# Dataset entries
※ ※ ※
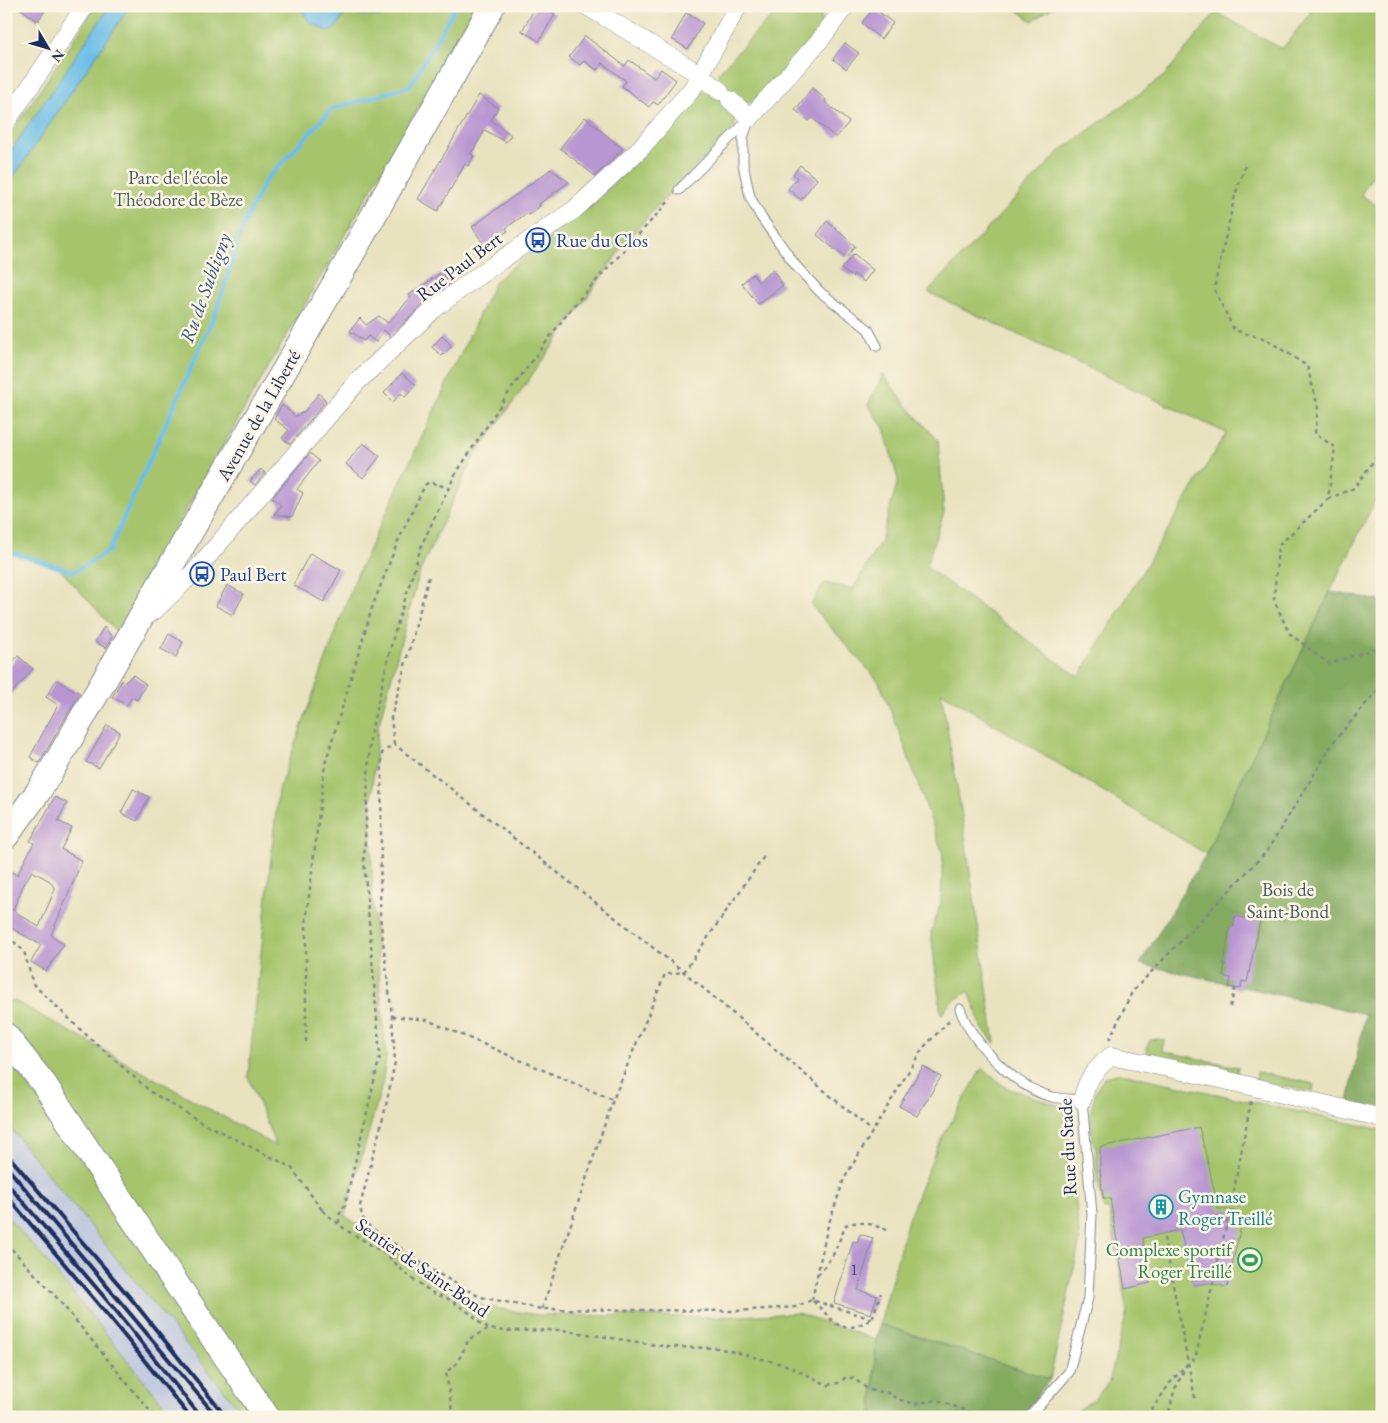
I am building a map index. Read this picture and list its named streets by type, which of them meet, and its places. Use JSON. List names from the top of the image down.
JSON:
{
  "streets": {
    "main road": ["Avenue de la Liberté"],
    "street": ["Rue Paul Bert", "Rue du Stade"],
    "path": ["Sentier de Saint-Bond"]
  },
  "crossings": [
    ["Rue Paul Bert", "Avenue de la Liberté"]
  ],
  "water": ["Ru de Subligny"],
  "parks": ["Parc de l'école Théodore de Bèze", "Bois de Saint-Bond"],
  "places": {
    "bus stop": ["Rue du Clos", "Paul Bert"],
    "building": ["Gymnase Roger Treillé"],
    "sports": ["Complexe sportif Roger Treillé"]
  },
  "house_numbers": ["1"],
  "north": "bottom right"
}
※ ※ ※
# WHAT YOU ARE ASKED TO DO
Exclude the pictures, then retype every record exactly.

# TASK SOLUTION
I am building a map index. Read this picture and list its named streets by type, which of them meet, and its places. Use JSON. List names from the top of the image down.
JSON:
{
  "streets": {
    "main road": ["Avenue de la Liberté"],
    "street": ["Rue Paul Bert", "Rue du Stade"],
    "path": ["Sentier de Saint-Bond"]
  },
  "crossings": [
    ["Rue Paul Bert", "Avenue de la Liberté"]
  ],
  "water": ["Ru de Subligny"],
  "parks": ["Parc de l'école Théodore de Bèze", "Bois de Saint-Bond"],
  "places": {
    "bus stop": ["Rue du Clos", "Paul Bert"],
    "building": ["Gymnase Roger Treillé"],
    "sports": ["Complexe sportif Roger Treillé"]
  },
  "house_numbers": ["1"],
  "north": "bottom right"
}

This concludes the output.